ぼくとセミヨンはいつも一緒にいた。ぼくたちは隣同士の席で授業を受け、休み時間にはつれしょんをした。そして、天気がよければお昼ご飯を屋上で一緒に食べた。セミヨンのお弁当にはきゅうりとトマトが入っていて、セミヨンはいつもぼくにそれをくれた。とびきりおいしいきゅうりとトマトだった。お返しにお母さん特製の卵焼きをあげると、セミヨンは大きな目をさらに開いて「おいしい、おいしい」と言った。

学校が終わってからも僕たちは一緒に遊んだ。村には大きな川が流れていて、ぼくたちはそこの中州に二人だけの秘密基地を作った。中州は周囲を背の高い草木で囲まれていて、真ん中にぽっかりと小さな空き地があった。お父さんからもらった古いテントを空き地に張ると、ぼくはめんこと王冠のコレクションを、セミヨンはたくさんの本と絵を描くための道具を、お互いに持ちよった。

ある日の放課後、ぼくたちはいつものように秘密基地でたっぷりと遊び、帰ろうとテントから出ると、川の水が増えて、ぼくたちは中州に取り残されてしまった。テントの中で遊ぶのに夢中で、増水の警報を聞き逃していたのだ。

水はどんどんと増えてくる。ぼくたちはできる限り大きな声を出して助けを求めた。周辺の人たちが気がついて村の消防団を連れてきてくれた。けれども、川の流れはあまりにも早く、誰も何もできなかった。

時間が経つにつれ、水はさらに増え、ぼくたちは一番背の高い木に登って助けを待った。ぼくたちの宝物を入れたテントは、もうとっくに流されてしまっていた。

日が暮れてきた。さらにわるいことに、雨が降り出してきた。ぼくはずっとがまんしていたけど、すぐにでも泣き叫びたい気分だった。するとセミヨンが言った。
「ねえ、ぼくたちずっと友だちだよね」
ぼくは怖くて、ただただ、木にしがみついているだけだった。
「ぼくと友だちになってくれてありがとう。ぼくの背中にしっかりとつかまって」そう言うとセミヨンはぼくを背負って川へと飛び込んだ。

ざぶん。

セミヨンは泳いだ。激流に負けじと力強く、前へ前へと水をかき分けた。ぼくは川の水を何度か飲みながらも、夢中でセミヨンの背中にしがみついていた。ぼくを背負ったセミヨンが川を泳ぎきると、土手にいた人々から歓声と拍手がわきおこった。ぼくたちは助かったのだ。

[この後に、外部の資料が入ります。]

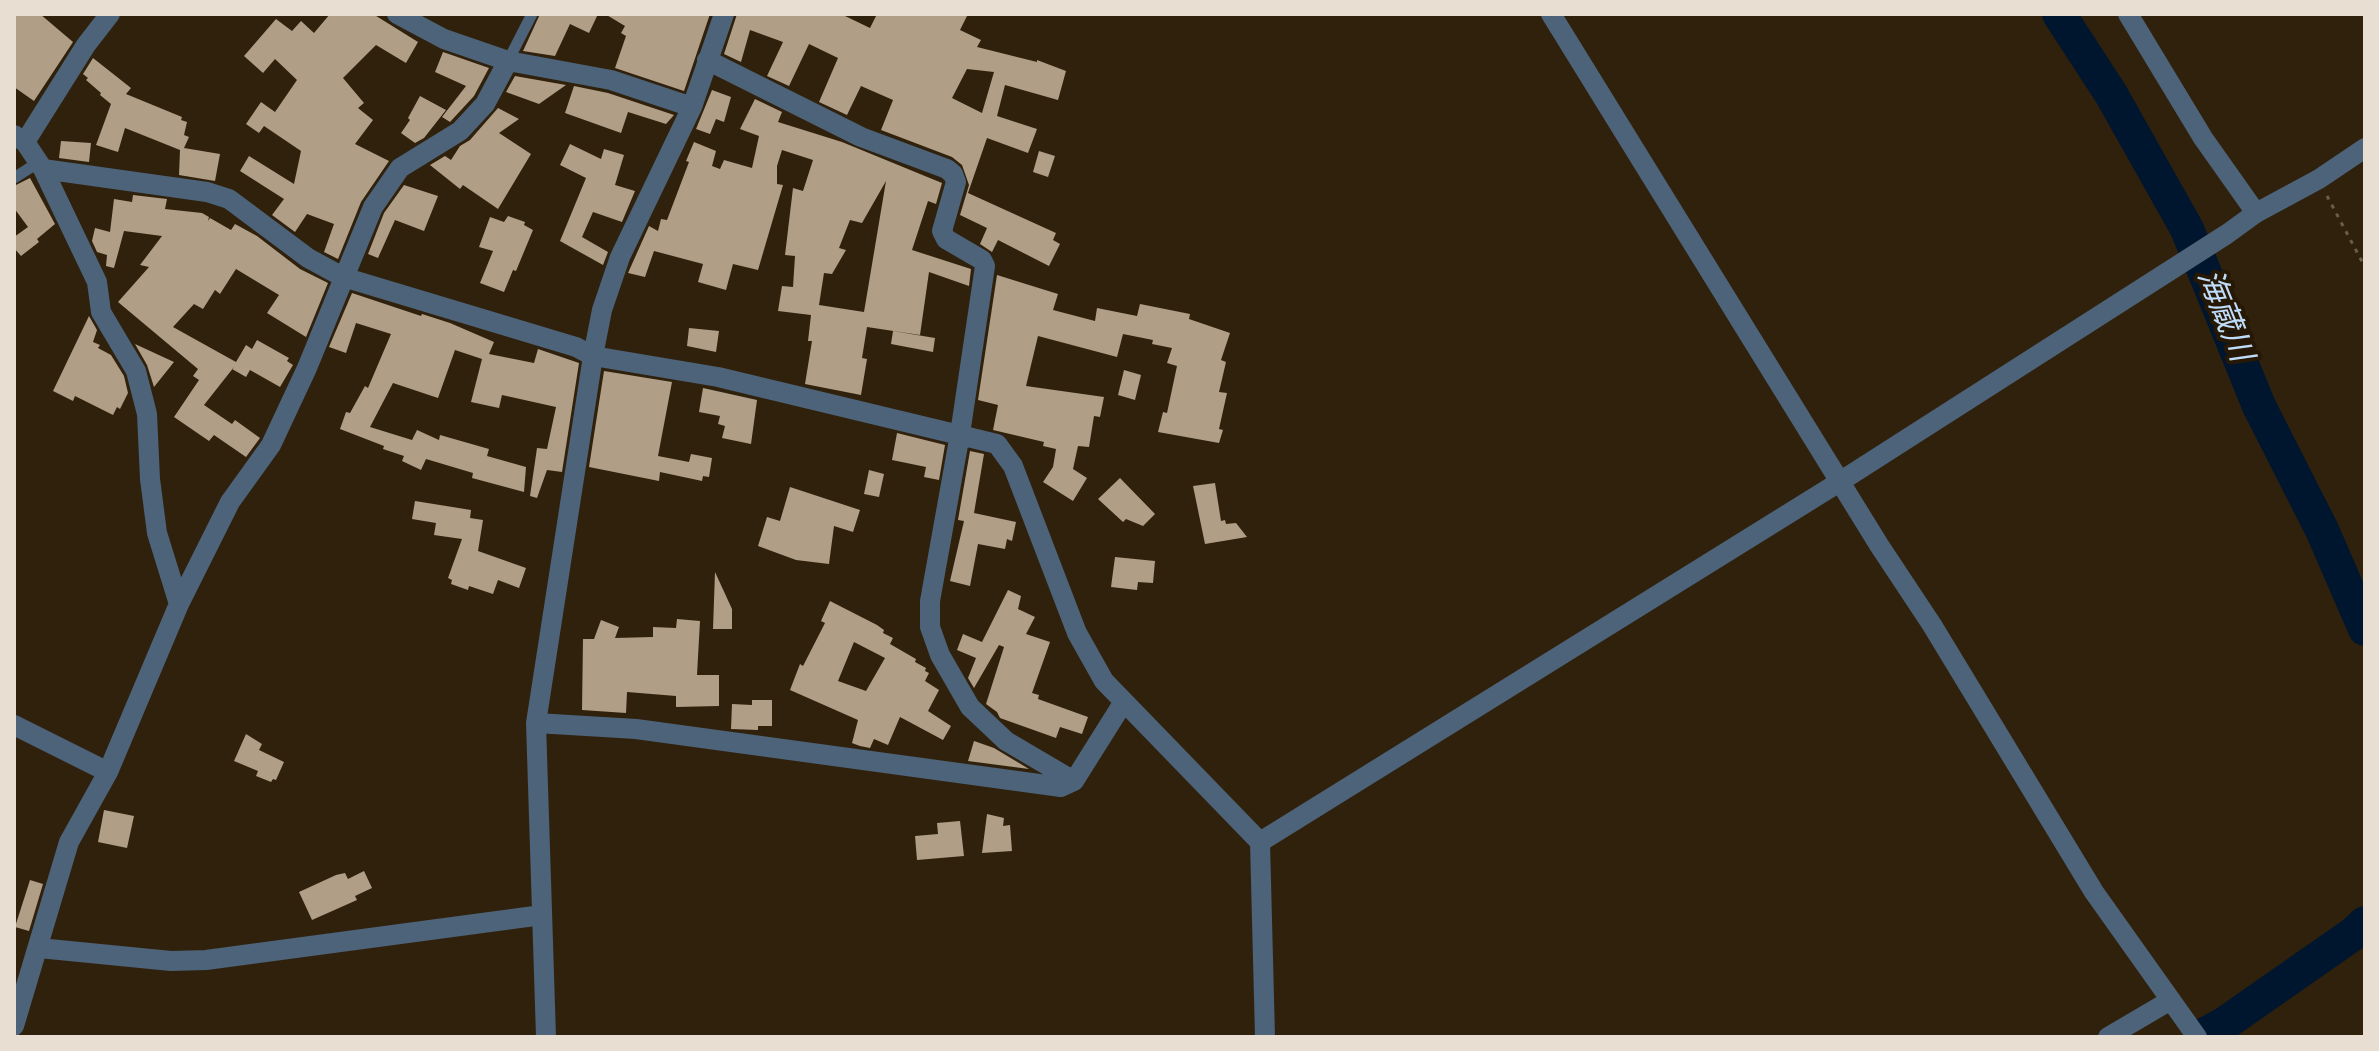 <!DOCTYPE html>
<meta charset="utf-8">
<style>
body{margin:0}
#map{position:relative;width:2379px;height:1051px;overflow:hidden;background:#30210d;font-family:Jost,sans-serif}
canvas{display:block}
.frame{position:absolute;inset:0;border:16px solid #e8ded2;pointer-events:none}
</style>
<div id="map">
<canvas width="2379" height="1051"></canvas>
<div class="frame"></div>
</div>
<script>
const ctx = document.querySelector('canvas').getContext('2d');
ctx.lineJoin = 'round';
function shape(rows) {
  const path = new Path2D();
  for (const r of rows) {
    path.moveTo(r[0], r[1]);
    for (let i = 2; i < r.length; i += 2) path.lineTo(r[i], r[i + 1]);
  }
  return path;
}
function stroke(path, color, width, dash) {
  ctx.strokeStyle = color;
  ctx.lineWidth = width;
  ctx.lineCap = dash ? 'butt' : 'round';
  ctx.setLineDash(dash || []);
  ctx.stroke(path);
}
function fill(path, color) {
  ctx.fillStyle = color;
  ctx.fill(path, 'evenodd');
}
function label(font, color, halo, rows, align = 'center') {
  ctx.font = font + ' Jost,"Noto Sans JP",sans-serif';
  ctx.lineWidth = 8;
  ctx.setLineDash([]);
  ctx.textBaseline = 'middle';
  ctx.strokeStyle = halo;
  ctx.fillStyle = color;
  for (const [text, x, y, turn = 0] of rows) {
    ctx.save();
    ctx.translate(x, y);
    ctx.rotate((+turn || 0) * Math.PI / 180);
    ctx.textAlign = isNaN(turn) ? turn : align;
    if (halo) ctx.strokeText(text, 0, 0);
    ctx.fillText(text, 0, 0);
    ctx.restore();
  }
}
stroke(shape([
 [2059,14,2111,94,2187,229,2259,406,2322,530,2365,629],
 [2200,1037,2224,1024,2353,934,2365,923]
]), '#00162e', 34);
fill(shape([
 [14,14,40,14,73,42,34,101,14,87],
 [330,14,373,14,418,42,406,63,376,45,343,78,364,103,358,108,373,120,355,144,389,161,361,202,338,259,324,252,334,224,307,214,295,232,272,215,284,199,240,171,249,156,294,184,301,151,264,126,259,133,246,124,261,102,275,112,297,80,275,59,263,73,244,56,276,19,292,31,301,21,314,33],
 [540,14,598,14,589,33,570,24,555,56,523,51],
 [605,14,710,14,684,91,615,68,626,36,621,33,625,26],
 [737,14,841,14,870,28,877,14,968,14,960,30,981,40,977,47,1037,62,1037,60,1066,71,1058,100,1005,85,997,116,1037,129,1028,153,987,138,968,193,1056,233,1053,240,1060,244,1049,266,998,240,992,252,980,244,987,228,960,215,969,185,962,165,952,157,881,130,893,100,861,86,847,115,819,102,838,58,809,44,789,86,767,76,783,42,750,30,741,62,724,54],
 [967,69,994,72,982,113,952,98],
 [443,52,489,68,474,96,450,122,442,117,466,86,435,72],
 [93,58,131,88,126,94,182,117,181,120,187,122,184,135,189,137,184,148,220,154,215,181,179,175,180,150,125,128,118,152,96,145,111,104,100,95,101,93,86,80,88,78,83,74],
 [515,76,566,85,539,104,506,92],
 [574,86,608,93,674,115,666,124,628,112,621,133,565,113],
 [712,90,731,97,724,122,716,119,710,134,696,129],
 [420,96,446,110,424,138,415,143,401,133,410,120,408,118],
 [755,99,782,112,778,122,842,142,942,183,936,204,928,201,912,250,971,269,969,286,929,272,920,335,867,327,862,358,867,359,861,395,805,384,812,341,808,341,811,315,778,311,782,286,793,287,795,256,785,255,793,188,803,191,813,160,782,150,777,166,777,184,783,185,758,270,733,264,726,290,698,282,703,264,654,251,645,277,628,273,649,226,658,231,661,219,667,220,689,162,686,161,694,142,716,151,712,166,720,169,724,160,752,168,759,136,740,129],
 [886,181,864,312,819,305,824,273,832,274,846,250,839,248,850,220,862,223],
 [498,108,519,119,499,133,531,154,498,209,463,185,460,189,430,165,445,156,451,160,460,146,470,140],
 [61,141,91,143,89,162,59,158],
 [570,144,601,159,604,149,624,155,615,185,635,191,622,222,593,212,582,237,608,252,603,265,560,241,586,178,560,165],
 [1039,151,1055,156,1048,177,1033,172],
 [30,178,55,224,37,239,39,242,21,256,14,248,14,237,28,227,14,208,14,186],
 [404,185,438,196,424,231,395,220,378,258,368,254,384,213],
 [133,195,167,199,165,209,202,213,209,217,208,221,210,218,231,230,235,224,257,236,300,269,328,283,306,337,267,313,279,295,236,269,220,294,215,290,203,309,194,304,173,327,236,362,246,345,252,349,257,340,289,358,287,361,293,365,280,387,250,370,246,377,232,369,234,367,204,405,232,424,235,420,260,438,246,457,214,435,209,441,174,417,199,380,193,376,198,369,118,302,149,267,140,265,162,236,124,231,114,268,106,266,107,255,97,252,92,241,95,228,110,232,114,199,132,202],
 [508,216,525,222,524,225,533,230,516,271,513,270,504,292,480,283,493,251,479,247,490,217,504,222],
 [997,275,1058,294,1053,310,1095,321,1097,308,1137,316,1140,304,1190,314,1189,319,1230,333,1221,360,1226,362,1219,392,1227,393,1219,429,1223,430,1219,443,1158,432,1163,412,1167,413,1177,366,1167,363,1172,348,1152,344,1153,340,1123,334,1117,357,1038,336,1026,386,1104,397,1100,417,1094,416,1089,447,1078,446,1073,469,1087,478,1073,501,1043,482,1053,467,1056,449,1043,446,1044,442,993,430,998,405,978,400],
 [352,293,421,316,422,314,450,323,494,342,489,354,534,363,538,349,579,363,562,472,547,470,537,498,530,496,537,448,547,449,556,407,502,395,499,408,471,402,482,359,455,350,438,398,393,383,370,427,412,440,417,430,439,440,440,435,489,449,487,456,526,467,524,492,472,478,473,473,426,459,421,470,402,461,404,456,383,449,384,446,340,429,346,412,350,413,365,386,368,388,391,334,356,323,346,353,329,347],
 [89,316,97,330,93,342,100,345,98,348,111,355,124,376,128,393,120,409,117,407,113,415,75,396,73,401,53,391],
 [689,328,719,331,716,352,687,346],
 [893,331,935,338,933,352,891,344],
 [135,344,174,362,154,387,147,365],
 [1124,370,1141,375,1135,400,1118,395],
 [604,371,672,382,658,456,689,462,691,454,712,458,709,477,703,476,702,481,660,472,659,481,589,467],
 [703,388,757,400,751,444,722,438,725,426,718,424,720,416,699,412],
 [897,433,945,445,939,480,924,477,926,467,892,460],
 [970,451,984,454,974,513,1016,522,1012,541,1007,539,1005,549,978,544,970,586,950,581,964,521,958,520],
 [869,470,884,474,879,497,864,494],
 [1120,478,1155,514,1143,526,1126,519,1123,522,1098,499],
 [1215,483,1221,521,1225,520,1226,524,1236,523,1247,537,1205,544,1193,486],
 [790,487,860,510,853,532,834,526,829,564,796,560,758,546,767,517,780,521],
 [415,501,471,510,470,518,483,520,478,551,526,568,519,588,498,580,493,594,469,586,468,590,451,584,452,580,448,578,462,539,434,535,436,523,412,519],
 [1115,557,1155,561,1153,583,1138,582,1137,590,1111,587],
 [715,572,732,609,732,629,713,629],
 [1008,590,1021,596,1018,609,1035,617,1026,634,1050,642,1032,693,1039,695,1038,699,1088,717,1082,734,1060,727,1056,738,1000,718,997,712,986,704,1004,647,999,645,974,688,968,678,976,658,957,650,963,634,982,642],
 [830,601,877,625,884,630,883,633,893,638,890,644,916,659,915,662,926,668,925,671,929,673,925,681,939,690,928,711,951,726,943,740,900,717,888,745,874,739,870,748,860,746,852,743,858,720,790,690,800,664,803,666,825,623,821,621],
 [854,642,885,658,866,691,838,681],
 [677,619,700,621,697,675,719,675,719,706,676,707,676,696,627,692,626,713,582,710,583,639,594,639,601,620,619,627,615,638,653,637,653,627,676,628],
 [752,700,772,700,772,726,758,726,758,730,731,729,732,704,752,705],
 [246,734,262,744,259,750,284,762,276,780,273,779,271,782,256,776,258,771,234,761],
 [974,741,994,748,1029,769,968,761],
 [104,810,134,816,127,848,98,842],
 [987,814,1004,818,1003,826,1010,825,1012,851,982,853],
 [960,821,964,856,917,860,915,836,938,834,937,823],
 [364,871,372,888,355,896,357,900,312,920,299,892,336,875,345,873,348,879],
 [30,880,43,884,29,931,15,927]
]), '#b09e86');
stroke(shape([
 [2327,196,2365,267]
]), '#6a5d4c', 3, [4, 6]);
stroke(shape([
 [508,61,532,14],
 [14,178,39,162]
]), '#4c6379', 11);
stroke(shape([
 [397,14,444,39,508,61,611,80,692,107],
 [1551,14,1879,545,1932,625,2094,892,2197,1037],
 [2128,14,2203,138,2256,213],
 [707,60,861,137,947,169,953,174,956,182,942,231,946,239,982,260,985,266,960,434,930,601,930,627,940,655,970,707,1006,741,1074,781],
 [14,135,25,142,43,169,207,192,229,199,308,258,343,277,576,347,593,356,718,377,997,444,1013,466,1077,633,1104,681,1260,842,1265,1037],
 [25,142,86,45,110,14],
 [43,169,97,282,101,312,136,371,147,414,150,479,157,533,179,604],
 [536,723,636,729,1061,787,1074,781,1123,703],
 [14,725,108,772],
 [1260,842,1841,481,2227,234,2256,213,2319,179,2365,148],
 [39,948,171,961,206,960,542,915],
 [14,1026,69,842,108,772,179,604,230,502,271,445,307,368,373,207,400,168,460,131,485,104,508,61],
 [546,1037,536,723,593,356,602,310,620,257,692,107,724,14],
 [2108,1037,2171,1000]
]), '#4c6379', 20);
label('italic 32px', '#bfddfb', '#261804', [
 ["海蔵川",2223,316,68]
]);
</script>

そのときだった。今度は驚きとも、悲鳴ともとれるような声があがった。
「河童だ」
「河童の子供だ」
「河童が出たぞ」

村には、河童はとても恐ろしいものだという、古い言い伝えがあった。

セミヨンはぼくを背中からやさしく降ろすと、何も言わずにもう一度川へと飛び込んだ。

セミヨンはすぐに見えなくなった。

ぼくはびしょ濡れのまま、雨の降る川をずっと見ていた。